Working with your hands (or fingertips)
Post-graduation, I wanted to either start an internet business, advocate green technology in urban planning, or go to culinary school.
Matthew Crawford made the case that no matter what I do, there should be a sense of pride in my work, that I should act with integrity in my daily musings, and that I should experience the world (and thus my work) with hands-on experiences. Crawford is right: Google Maps cannot recreate the experience of hiking in the Grand Tetons, Facebook cannot replace a face-to-face conversation, and the Food Network cannot come close to the value of tasting my mother’s pot roast, which has far more history and value than “just a recipe.” The only way to learn is via live experiences, “to do” rather than rely on remote experiences, yet remote experiences offer us perspective on a multitude of things that we simply cannot get if one were to experience everything “en vivo.”
This is part of my anxiety.

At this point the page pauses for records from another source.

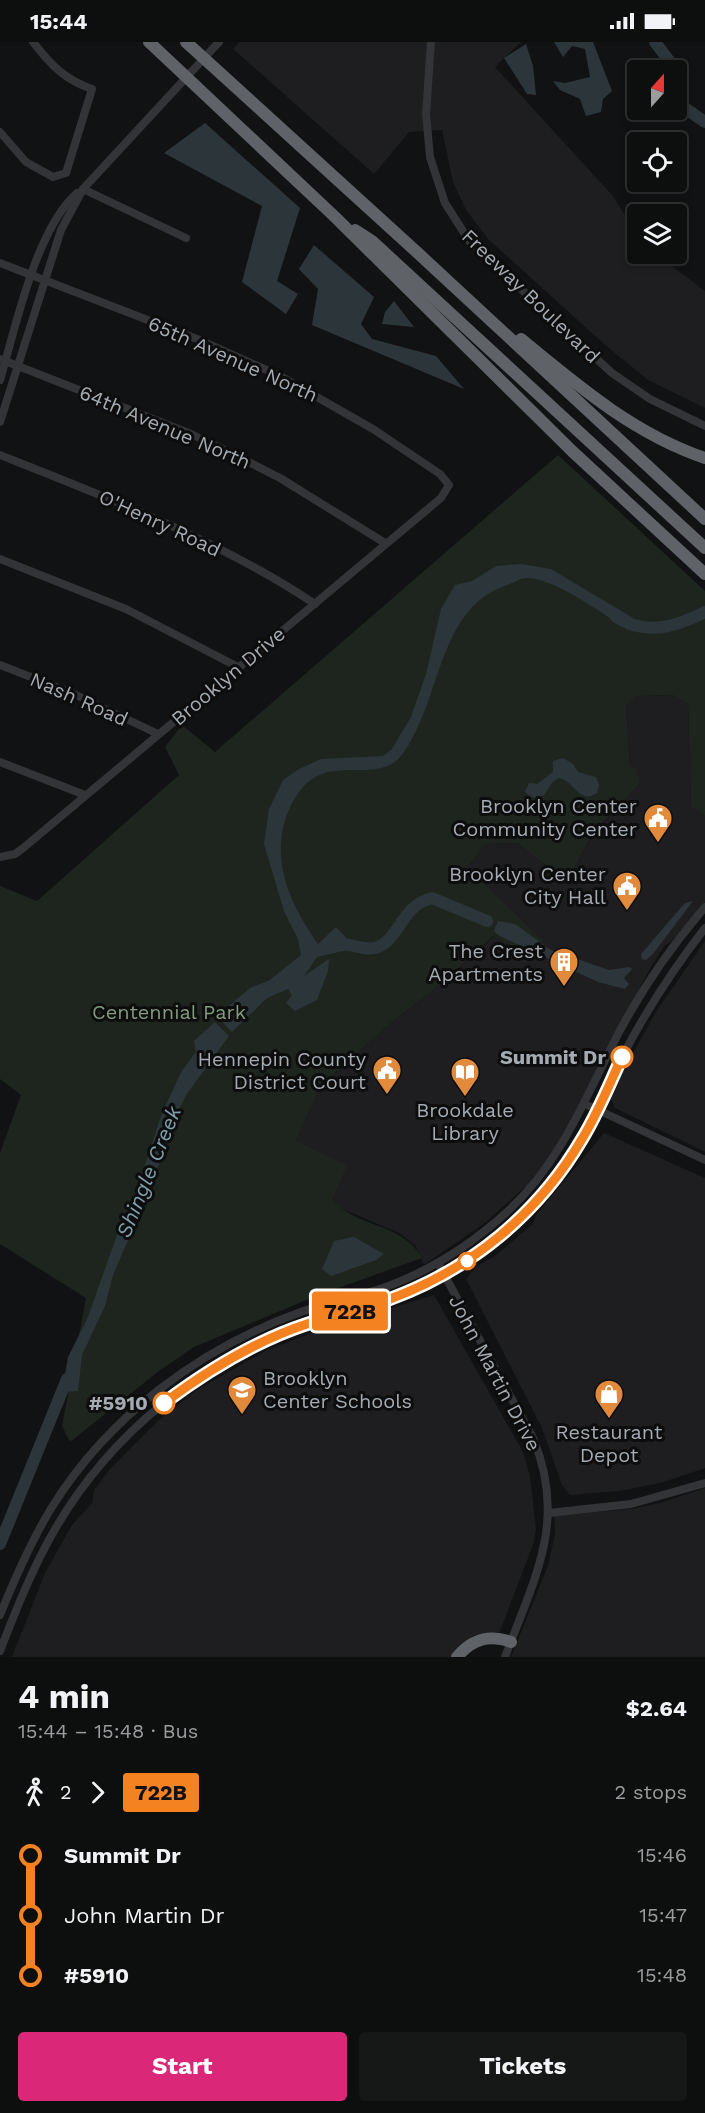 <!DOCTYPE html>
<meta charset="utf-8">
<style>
body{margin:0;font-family:"Work Sans",sans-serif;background:#161717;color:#f1f3f6;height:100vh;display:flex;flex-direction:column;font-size:22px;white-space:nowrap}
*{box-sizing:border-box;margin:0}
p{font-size:20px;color:#9a9c9e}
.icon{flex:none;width:33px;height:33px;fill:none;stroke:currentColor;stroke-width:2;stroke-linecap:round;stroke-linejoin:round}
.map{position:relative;height:1615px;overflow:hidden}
.panel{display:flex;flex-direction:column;background:#0d0e0e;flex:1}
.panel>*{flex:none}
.badge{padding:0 12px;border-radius:4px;font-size:21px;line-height:39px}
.needle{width:39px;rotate:21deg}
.buttons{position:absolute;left:627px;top:18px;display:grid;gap:12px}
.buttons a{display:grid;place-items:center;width:60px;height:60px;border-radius:6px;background:#0d0e0e;box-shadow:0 3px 9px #0003,0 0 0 2px #2d2e2e;font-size:30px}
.map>.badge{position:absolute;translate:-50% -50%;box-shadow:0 0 0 3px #fff}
.legs{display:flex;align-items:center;gap:9px;height:66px;padding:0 18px;font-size:20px}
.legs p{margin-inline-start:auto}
.overview{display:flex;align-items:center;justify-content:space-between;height:102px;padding:0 18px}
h1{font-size:33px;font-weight:700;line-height:45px}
.cta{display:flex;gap:12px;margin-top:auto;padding:12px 18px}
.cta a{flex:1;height:69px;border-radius:6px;background:#db2777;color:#fff;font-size:24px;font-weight:700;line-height:69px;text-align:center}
.cta a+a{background:#161717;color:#f1f3f6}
ul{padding:0 18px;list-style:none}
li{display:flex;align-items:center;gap:21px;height:60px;font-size:22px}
li i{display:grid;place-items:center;width:9px;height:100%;margin:0 8px;background:currentColor}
li i::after{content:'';width:15px;height:15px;margin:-8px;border:4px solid;border-radius:50%;background:#0d0e0e}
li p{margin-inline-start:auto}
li:first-child i{background:linear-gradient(#0000 50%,currentColor 0)}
li:last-child i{background:linear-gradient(currentColor 50%,#0000 0)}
.status{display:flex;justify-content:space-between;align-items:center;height:42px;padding:0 30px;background:#0d0e0e;direction:ltr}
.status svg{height:16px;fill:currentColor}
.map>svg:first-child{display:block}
.built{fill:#1e1e20}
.green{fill:#1e251e}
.water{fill:#2c363a}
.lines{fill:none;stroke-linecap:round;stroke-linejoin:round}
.river{stroke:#2c363a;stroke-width:12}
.minor{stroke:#333437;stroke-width:8}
.highway{stroke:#5f6368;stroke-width:12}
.line-1-casing{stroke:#fff;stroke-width:14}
.line-1{stroke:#f58220;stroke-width:9}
.stop-1-dot{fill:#fff;stroke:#f58220;stroke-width:3}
.labels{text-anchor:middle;stroke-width:6;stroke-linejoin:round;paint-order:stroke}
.street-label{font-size:20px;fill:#a4abb2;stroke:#0d0d0e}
.poi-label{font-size:20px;fill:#a4abb2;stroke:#0d0d0e;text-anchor:end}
.park-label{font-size:20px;fill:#809c7c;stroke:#0d0d0e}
.stop-label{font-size:20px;font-weight:bold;fill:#a4abb2;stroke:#0d0d0e;text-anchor:end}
.water-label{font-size:21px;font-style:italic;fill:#7d9eab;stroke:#0d0d0e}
</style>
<div class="status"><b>15:44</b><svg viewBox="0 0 49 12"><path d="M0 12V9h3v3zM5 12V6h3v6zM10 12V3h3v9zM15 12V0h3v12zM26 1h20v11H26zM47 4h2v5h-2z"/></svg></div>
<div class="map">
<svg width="705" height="1615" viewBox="0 0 705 1615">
<rect width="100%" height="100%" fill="#111213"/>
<g class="built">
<polygon points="240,0 521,0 495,25 613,154 637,193 638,212 656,212 705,249 705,366 648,338 604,302 488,197 466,168 453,140 442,88 409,90 374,132 233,7"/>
<polygon points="673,653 688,662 691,765 705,774 705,860 671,900 665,903 651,925 596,1027 572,1083 552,1112 526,1144 486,1180 424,1223 415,1203 399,1191 340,1166 296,1099 321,1044 386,985 447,937 494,894 534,914 544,899 467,825 486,802 517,801 567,839 594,791 640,742 630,725 626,664 636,654"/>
<polygon points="705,899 705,1110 615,1066 609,1053 617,1034 628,1020 656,970"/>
<polygon points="604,1091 705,1136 705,1426 660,1441 619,1449 570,1453 562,1443 542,1386 466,1237 475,1226 496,1213 533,1182 536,1173"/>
<polygon points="434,1253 523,1410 530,1434 536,1487 534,1500 499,1592 473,1594 452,1615 12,1615 45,1531 72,1483 92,1461 94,1448 110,1427 159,1378 197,1348 267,1308 322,1287"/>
<polygon points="705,1446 705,1615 511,1615 548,1524 555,1492 554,1474 631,1467 660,1461"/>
</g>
<path class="green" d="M558,413L705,549V774L691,765L688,662L673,653L636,654L626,664L630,725L636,726L640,742L594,790L567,839L517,801L486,802L467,825L544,899L534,915L493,894L447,937L386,985L321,1044L296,1099L347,1124L333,1156C353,1187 401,1178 422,1216L316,1254L194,1305L159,1329L70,1400L62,1384L86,1256L0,1202V1111L21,1053L0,1037V844L37,859L179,733L165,705L182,683L215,710Z"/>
<g class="water">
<polygon points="554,0 593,0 612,49 603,57 601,70 586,74 580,57 560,48 553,39 565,41 590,35 585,7 572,4 563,15"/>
<polygon points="526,2 533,24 536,53 527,52 504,16"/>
<polygon points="205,81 300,166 277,239 298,252 286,272 242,240 262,164 164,111"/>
<polygon points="314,203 374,255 361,282 372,297 436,314 464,347 312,283 318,247 299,227"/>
<polygon points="394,259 414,285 382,282 385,270"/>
<path d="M521,522L551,527L633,576L628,588C604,573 557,537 528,536C522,535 513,541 507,543C460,559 448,603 433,645C426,666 413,703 397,718C379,735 344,723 322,732C307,737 298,750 291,763C267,814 289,860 318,902L336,885L356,906L317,915L304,934L329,917L328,929L317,958L295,969L286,961L292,953L288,947L267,956L232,990L217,974L250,946L270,938L301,913L298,897L284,869L264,802L269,767L283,738L299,727L321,717L383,714L392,707L411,675L426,632L441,567L455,543L472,539L496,524Z"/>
<path d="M563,716L573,722L578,730L596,735L599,743L597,751C579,763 575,739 559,736C544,742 547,769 525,750L529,741L537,742L553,730V719Z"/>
<polygon points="693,859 653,912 646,918 642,917 641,912 685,861"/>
<polygon points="498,879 515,882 551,908 609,928 629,925 632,927 624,936 629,942 625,947 598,940 498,893 494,889"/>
<polygon points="215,980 229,994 186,1053 173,1080 153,1140 113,1233 105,1264 82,1313 78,1349 62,1350 68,1315 88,1275 118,1190 135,1154 161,1074 181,1030 196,1010 194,999"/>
<polygon points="354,1195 384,1212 376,1218 331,1234 322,1227 334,1199"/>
</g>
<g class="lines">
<g class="river">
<polyline points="655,0 676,28"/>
<polyline points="676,60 705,80"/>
<path d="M616,575C646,594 675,585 705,570"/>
<path d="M337,901C350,901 366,910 378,905C399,897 402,863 432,856L487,879"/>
<polyline points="0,1502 67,1337"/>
</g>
<g class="minor">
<polyline points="431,0 426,72 430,115 445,161 470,200 612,331 650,357 705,384"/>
<path d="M0,90L26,120L53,135L66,131L92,47C65,38 50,22 33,0"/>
<polyline points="83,147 186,196"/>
<polyline points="0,221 197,297 280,334 373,387 440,432 449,443 441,456 22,807 15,812 0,815"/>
<polyline points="0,317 191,392 235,413 280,436 385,501"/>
<path d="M0,338C16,284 36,187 77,151"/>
<polyline points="0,380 61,188 83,147 219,0"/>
<path d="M0,413C108,456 217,497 315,562"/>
<polyline points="0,517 126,567 238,625"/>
<polyline points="0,623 72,651 158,692"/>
<polyline points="0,720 85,753"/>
<polyline points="585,1062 705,1118"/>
<path d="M438,1221L533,1396C568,1479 534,1537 505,1615"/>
<polyline points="549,1471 631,1462 705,1441"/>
<path d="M0,1573C15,1536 31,1499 52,1465C108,1375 199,1307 298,1271C326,1261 355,1255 383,1246C430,1229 471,1203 507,1170C557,1124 581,1067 610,1008C635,957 668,908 705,865"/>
<path d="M0,1609C16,1568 32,1527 54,1489C109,1393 202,1317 307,1282C380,1257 441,1247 502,1193C536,1162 566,1127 588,1086C601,1063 610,1038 622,1015C646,969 674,926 705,886"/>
</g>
<g class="highway">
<polyline points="149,0 334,174 572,409 705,532"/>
<polyline points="186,0 420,213 705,477"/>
<polyline points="355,188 372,199 705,506"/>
<path d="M521,297C578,344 634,392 705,416"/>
<path d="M457,1615C472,1597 489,1592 511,1600"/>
</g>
</g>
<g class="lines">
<g class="line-1-casing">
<path id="line-1" d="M164,1361C208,1328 255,1299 307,1282C334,1273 363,1267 390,1257C471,1227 538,1172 582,1097C598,1071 609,1043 622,1015"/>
</g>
<use href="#line-1" class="line-1"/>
</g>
<defs>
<g id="civic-pin" transform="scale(1.5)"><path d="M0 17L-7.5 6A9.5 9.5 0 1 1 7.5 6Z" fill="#e18a3b" stroke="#0d0d0e"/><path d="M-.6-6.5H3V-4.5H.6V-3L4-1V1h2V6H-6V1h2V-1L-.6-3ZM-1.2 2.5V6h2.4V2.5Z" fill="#fff"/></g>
<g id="building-pin" transform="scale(1.5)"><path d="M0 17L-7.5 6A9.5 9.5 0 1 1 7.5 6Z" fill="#e18a3b" stroke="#0d0d0e"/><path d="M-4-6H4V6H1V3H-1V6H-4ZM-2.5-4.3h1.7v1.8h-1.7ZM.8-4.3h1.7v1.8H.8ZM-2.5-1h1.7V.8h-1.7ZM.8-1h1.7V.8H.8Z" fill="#fff"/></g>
<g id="library-pin" transform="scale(1.5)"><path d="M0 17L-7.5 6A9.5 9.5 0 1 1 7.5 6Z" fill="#e18a3b" stroke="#0d0d0e"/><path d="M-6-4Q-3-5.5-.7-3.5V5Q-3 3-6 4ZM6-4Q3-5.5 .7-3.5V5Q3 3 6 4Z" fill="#fff"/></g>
<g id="school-pin" transform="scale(1.5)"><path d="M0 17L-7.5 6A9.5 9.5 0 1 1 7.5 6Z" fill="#e18a3b" stroke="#0d0d0e"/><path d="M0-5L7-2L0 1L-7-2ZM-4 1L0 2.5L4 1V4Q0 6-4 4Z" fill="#fff"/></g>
<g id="shop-pin" transform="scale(1.5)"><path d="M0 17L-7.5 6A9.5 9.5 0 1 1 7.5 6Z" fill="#e18a3b" stroke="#0d0d0e"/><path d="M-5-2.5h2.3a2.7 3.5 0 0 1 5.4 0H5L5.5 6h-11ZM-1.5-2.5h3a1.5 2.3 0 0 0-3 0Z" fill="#fff"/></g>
</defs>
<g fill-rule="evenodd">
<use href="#civic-pin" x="658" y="776"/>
<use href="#civic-pin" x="627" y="844"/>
<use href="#building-pin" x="564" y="920"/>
<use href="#civic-pin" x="387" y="1028"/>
<use href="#library-pin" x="465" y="1030"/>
<use href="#school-pin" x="242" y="1348"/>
<use href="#shop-pin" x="609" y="1352"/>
</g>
<g class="stop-1-dot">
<circle cx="622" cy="1015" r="10"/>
<circle cx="467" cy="1219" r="8"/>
<circle cx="164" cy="1361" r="10"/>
</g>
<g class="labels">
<g class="street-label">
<text transform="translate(531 254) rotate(44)" y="7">Freeway Boulevard</text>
<text transform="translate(233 317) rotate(24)" y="7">65th Avenue North</text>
<text transform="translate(165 385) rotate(23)" y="7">64th Avenue North</text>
<text transform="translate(160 481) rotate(25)" y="7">O'Henry Road</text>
<text transform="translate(228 634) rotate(-40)" y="7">Brooklyn Drive</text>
<text transform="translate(79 657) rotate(24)" y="7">Nash Road</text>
<text transform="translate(495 1331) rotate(62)" y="7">John Martin Drive</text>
</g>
<g class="poi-label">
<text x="637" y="771">Brooklyn Center<tspan x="637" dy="23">Community Center</tspan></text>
<text x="606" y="839">Brooklyn Center<tspan x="606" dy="23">City Hall</tspan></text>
<text x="543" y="916">The Crest<tspan x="543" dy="23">Apartments</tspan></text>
<text x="366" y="1024">Hennepin County<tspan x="366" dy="23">District Court</tspan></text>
<text x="465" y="1075" text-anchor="middle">Brookdale<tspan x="465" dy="23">Library</tspan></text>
<text x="263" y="1343" text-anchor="start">Brooklyn<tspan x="263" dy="23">Center Schools</tspan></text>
<text x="609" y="1397" text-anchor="middle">Restaurant<tspan x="609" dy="23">Depot</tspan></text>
</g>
<g class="park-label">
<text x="169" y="977">Centennial Park</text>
</g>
<g class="stop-label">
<text x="606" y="1022">Summit Dr</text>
<text x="148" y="1368">#5910</text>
</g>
<g class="water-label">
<text transform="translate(149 1130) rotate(-68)" y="7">Shingle Creek</text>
</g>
</g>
</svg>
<div class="buttons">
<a><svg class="needle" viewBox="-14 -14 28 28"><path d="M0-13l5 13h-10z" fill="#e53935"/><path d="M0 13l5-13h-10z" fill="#9a9c9e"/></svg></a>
<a><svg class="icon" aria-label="locate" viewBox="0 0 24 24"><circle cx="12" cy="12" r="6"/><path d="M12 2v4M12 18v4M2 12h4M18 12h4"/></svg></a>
<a><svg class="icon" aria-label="layers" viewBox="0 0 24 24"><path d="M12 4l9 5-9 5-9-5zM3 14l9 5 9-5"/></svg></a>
</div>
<b class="badge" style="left:350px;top:1269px;background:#f58220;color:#111">722B</b>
</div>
<section class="panel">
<div class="overview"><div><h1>4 min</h1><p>15:44 – 15:48 · Bus</p></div><b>$2.64</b></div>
<div class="legs"><svg class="icon" aria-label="walk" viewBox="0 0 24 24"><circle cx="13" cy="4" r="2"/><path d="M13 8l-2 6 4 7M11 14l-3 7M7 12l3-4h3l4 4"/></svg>2<svg class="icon" aria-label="forward" viewBox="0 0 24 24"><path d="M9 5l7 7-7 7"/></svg><b class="badge" style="background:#f58220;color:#111">722B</b><p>2 stops</p></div>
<ul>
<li><i style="color:#f58220"></i><b>Summit Dr</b><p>15:46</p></li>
<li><i style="color:#f58220"></i><span>John Martin Dr</span><p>15:47</p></li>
<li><i style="color:#f58220"></i><b>#5910</b><p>15:48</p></li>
</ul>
<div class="cta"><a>Start</a><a>Tickets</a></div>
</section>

I love to experience the world and be in the moment with whatever I’m doing, yet I feel there is so much to learn. Technology makes us so interconnected and provides such an abundance of information that it is easy to get lost in the fact that we are human and need experiences.
Working in the tech space presumably eliminates the possibility for me to work with my hands, and discover the world in a physical sense. I find value in the process of working and thinking, and to make the web a more personal, live experience.
The web—and technology—offers individuals impersonal lines of communication and discovery. It is evolving into interpersonal experiences, however. Nothing on the web can truly recreate a face-to-face conversation or a home-cooked meal, but it can get close. Some websites already accomplish a more personal experience: television is a one-way channel of communication, and youtube provides a means of conversation. Amazon aggregates products into its ‘aisles’ and gives you a shopping cart to dump into. Amazon’s process is not nearly as thought-provoking as walking through a bookstore, yet it is more efficient from a time and money standpoint and thus it ‘wins.’ The question becomes how do you take what Amazon does—aggregates products—and bring back the spontaneity, conversation, and the human touch in shopping, or anything for that matter?